Economic conditions, consumer behaviour, and trade policies are susceptible to rapid changes that could adversely affect cargo volumes and revenue streams.
The company’s reliance on high-volume cargo routes and specific services further compounds this risk, highlighting the need for a diversification strategy to mitigate dependency and enhance operational resilience. Swissport’s operating profit margin improved from 11.69 per cent in 2022 to 14.30 per cent in 2023, indicating effective management of operating expenses relative to revenue growth.
The net profit margin saw a remarkable increase, rising from 6.81 per cent in 2022 to 9.02 per-cent in 2023. Profit before tax grew by 38 per cent, from 3.96bn/- in 2022 to 5.46bn/- in 2023.

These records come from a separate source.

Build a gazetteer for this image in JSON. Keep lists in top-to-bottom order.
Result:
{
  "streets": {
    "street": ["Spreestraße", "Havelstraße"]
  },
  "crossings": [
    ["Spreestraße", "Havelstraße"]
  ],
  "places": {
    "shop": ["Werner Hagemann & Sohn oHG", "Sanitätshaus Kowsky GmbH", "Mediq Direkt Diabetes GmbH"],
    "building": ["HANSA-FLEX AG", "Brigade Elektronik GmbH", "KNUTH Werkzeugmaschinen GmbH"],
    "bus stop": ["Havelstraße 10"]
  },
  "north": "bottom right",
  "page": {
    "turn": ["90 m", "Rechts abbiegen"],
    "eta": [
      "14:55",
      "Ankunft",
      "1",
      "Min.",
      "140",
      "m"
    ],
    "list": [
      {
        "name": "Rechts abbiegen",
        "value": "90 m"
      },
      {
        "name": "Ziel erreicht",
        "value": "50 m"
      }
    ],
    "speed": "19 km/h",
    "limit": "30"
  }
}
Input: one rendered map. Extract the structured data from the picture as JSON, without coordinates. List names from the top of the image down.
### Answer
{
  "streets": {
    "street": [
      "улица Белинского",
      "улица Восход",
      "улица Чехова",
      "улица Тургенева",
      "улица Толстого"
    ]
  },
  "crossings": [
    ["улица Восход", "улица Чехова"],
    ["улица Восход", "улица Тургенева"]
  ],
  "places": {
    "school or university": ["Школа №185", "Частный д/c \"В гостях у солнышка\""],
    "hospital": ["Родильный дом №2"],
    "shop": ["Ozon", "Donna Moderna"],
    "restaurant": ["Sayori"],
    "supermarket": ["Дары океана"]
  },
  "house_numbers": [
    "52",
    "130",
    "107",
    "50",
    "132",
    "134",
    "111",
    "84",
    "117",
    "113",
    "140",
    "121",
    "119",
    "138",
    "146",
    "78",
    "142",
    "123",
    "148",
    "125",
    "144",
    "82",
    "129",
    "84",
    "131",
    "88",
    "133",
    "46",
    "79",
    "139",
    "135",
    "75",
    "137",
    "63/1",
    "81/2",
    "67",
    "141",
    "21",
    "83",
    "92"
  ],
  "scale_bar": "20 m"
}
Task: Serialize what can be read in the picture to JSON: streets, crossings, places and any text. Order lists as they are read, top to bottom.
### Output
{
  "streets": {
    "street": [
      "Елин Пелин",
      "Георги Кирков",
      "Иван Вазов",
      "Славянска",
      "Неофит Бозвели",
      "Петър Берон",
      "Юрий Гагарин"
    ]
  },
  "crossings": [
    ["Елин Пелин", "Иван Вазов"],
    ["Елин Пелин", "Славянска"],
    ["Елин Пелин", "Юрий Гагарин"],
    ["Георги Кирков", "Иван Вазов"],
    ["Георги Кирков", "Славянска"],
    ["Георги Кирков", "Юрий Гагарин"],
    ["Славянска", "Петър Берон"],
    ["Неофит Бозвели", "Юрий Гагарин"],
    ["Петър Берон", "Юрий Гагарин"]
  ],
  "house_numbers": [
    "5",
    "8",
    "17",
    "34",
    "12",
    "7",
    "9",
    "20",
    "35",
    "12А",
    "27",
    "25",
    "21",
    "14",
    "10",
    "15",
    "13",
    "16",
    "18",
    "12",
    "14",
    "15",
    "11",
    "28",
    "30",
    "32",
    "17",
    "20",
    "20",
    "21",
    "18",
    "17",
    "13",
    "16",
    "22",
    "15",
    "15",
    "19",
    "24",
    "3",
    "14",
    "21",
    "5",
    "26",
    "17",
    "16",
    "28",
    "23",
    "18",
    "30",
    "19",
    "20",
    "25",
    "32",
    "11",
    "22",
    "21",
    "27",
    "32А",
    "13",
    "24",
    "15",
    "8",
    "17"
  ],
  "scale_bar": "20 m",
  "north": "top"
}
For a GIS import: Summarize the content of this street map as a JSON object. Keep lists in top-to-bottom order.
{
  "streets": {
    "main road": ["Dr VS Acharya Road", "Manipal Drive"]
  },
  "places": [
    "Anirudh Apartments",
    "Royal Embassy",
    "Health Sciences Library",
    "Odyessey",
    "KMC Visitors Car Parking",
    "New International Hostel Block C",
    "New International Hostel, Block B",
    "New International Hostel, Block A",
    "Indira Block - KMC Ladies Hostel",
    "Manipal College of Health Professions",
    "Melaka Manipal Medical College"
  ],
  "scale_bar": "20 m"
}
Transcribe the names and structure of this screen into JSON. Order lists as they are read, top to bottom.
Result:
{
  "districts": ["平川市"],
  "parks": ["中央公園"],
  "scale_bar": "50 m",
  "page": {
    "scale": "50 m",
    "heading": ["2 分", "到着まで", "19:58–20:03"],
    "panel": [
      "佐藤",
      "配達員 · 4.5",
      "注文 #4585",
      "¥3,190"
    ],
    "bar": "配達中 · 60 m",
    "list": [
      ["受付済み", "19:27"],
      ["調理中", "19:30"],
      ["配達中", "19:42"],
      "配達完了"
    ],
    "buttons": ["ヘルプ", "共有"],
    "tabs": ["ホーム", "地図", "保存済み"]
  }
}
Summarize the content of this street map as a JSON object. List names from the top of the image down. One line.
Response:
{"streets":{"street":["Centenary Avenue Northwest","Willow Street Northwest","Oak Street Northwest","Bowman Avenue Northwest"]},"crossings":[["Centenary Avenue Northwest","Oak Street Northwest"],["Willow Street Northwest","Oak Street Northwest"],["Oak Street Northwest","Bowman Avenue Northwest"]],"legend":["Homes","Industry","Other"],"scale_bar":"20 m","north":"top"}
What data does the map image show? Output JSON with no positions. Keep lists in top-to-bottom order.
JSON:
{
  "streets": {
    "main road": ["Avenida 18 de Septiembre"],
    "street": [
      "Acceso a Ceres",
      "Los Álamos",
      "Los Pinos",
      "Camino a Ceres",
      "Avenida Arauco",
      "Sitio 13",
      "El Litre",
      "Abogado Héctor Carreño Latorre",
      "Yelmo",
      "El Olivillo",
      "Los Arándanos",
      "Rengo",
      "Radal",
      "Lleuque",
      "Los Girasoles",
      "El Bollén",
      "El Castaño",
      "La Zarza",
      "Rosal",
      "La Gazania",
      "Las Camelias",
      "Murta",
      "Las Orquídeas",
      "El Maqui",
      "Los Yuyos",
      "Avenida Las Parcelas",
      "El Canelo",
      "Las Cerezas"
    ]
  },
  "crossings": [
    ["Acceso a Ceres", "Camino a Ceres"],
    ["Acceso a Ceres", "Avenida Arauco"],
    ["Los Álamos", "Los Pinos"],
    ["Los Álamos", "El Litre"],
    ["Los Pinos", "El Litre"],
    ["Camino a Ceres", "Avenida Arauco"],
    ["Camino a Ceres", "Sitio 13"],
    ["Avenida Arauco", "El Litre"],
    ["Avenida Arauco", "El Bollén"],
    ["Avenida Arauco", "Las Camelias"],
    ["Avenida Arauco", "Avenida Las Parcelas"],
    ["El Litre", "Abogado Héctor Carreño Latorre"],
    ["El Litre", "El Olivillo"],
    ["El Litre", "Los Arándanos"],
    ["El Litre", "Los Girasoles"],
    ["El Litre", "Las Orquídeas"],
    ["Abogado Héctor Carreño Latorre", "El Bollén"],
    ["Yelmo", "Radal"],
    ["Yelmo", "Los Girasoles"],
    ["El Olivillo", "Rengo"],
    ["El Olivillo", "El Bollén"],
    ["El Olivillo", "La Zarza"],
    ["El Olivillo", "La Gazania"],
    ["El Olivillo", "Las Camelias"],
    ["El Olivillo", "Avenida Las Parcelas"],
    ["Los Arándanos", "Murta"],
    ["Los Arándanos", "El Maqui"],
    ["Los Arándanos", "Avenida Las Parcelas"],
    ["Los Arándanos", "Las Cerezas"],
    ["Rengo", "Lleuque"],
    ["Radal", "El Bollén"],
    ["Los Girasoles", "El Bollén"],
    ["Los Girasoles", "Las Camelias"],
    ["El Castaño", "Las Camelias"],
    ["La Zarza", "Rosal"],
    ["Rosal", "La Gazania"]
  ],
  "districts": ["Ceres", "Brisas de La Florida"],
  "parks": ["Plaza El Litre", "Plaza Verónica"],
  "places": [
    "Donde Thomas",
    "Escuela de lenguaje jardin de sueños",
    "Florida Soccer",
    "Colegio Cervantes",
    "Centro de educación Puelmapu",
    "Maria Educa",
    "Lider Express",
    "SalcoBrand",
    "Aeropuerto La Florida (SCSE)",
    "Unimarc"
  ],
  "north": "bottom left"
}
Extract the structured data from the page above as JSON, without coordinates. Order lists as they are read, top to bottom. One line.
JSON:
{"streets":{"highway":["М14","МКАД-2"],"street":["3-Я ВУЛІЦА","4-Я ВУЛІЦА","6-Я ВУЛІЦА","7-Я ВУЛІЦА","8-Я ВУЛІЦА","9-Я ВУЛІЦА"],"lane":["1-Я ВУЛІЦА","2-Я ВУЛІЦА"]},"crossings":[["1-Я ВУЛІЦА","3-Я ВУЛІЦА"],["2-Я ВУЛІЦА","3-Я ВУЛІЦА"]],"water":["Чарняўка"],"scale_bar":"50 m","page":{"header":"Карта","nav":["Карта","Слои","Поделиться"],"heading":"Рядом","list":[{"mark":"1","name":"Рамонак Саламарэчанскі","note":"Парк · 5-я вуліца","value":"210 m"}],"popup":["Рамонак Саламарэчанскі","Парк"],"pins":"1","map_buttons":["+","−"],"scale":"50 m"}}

Additionally, the return on assets (ROA) improved from 5.86 per-cent in 2022 to 8.20 per-cent in 2023 whilst the return on equity (ROE) increased from 8.36 per cent to 11.07 per cent over the same period.
Swissport Tanzania’s strategic alignment with government policies and initiatives has provided strategic advantages, including may be potential subsidies or support.
However, if this may be the case, then it may be a trojan horse by also exposing the company to regulatory and political risks. Any shift in government priorities away from the aviation sector could lead to reduced support or unfavourable regulatory changes, impacting Swissport’s business operations and strategic goals.
In addition, the focus on enhancing operational efficiency through capital-intensive investments must be balanced against the need for operational flexibility. In a dynamic global market, the ability to swiftly adapt to new challenges and opportunities is as crucial as improving efficiency.
The company’s financial stability has improved, as evidenced by its enhanced liquidity and reduced financial leverage. The current ratio, which measures the company’s ability to cover short-term obligations with its short-term assets, increased from 1.91 in 2022 to 2.22 in 2023.
Additionally, the debt-to-equity ratio decreased from 0.43 to 0.35, indicating a more conservative approach to debt management and a reduction in financial risk.
These improvements are indeed a testament to the strategic thinking of Mr Yassin, the current chief executive officer whose intention of fostering a financially stable and resilient company that is capable of withstanding economic fluctuations is coming to fruition.
Yet, as Swissport continues to expand, the potential for market saturation, particularly in a developing economy like Tanzania, could lead to diminishing returns.
Increased competition from other local or international players if they so happen to enter the market abruptly, could also pressure margins and market share. To sustain its growth and secure long-term success, Swissport must remain agile, proactive in its strategic planning, and vigilant in monitoring both global and local economic indicators and market trends.
As the Romans succinctly put it, “summa summarum” or “all in all” in simpler English, it is my belief that even though Swissport Tanzania’s notable achievements deserve recognition, the company confronts several challenges that could influence its future growth and stability.
It is imperative for shareholders at the upcoming AGM to stress the importance of maintaining strategic flexibility, continuously innovating, and diversifying service offerings.
By doing so, Swissport can adeptly navigate potential economic and industry-specific challenges, thereby securing its continued success in the competitive aviation market of the East African Region.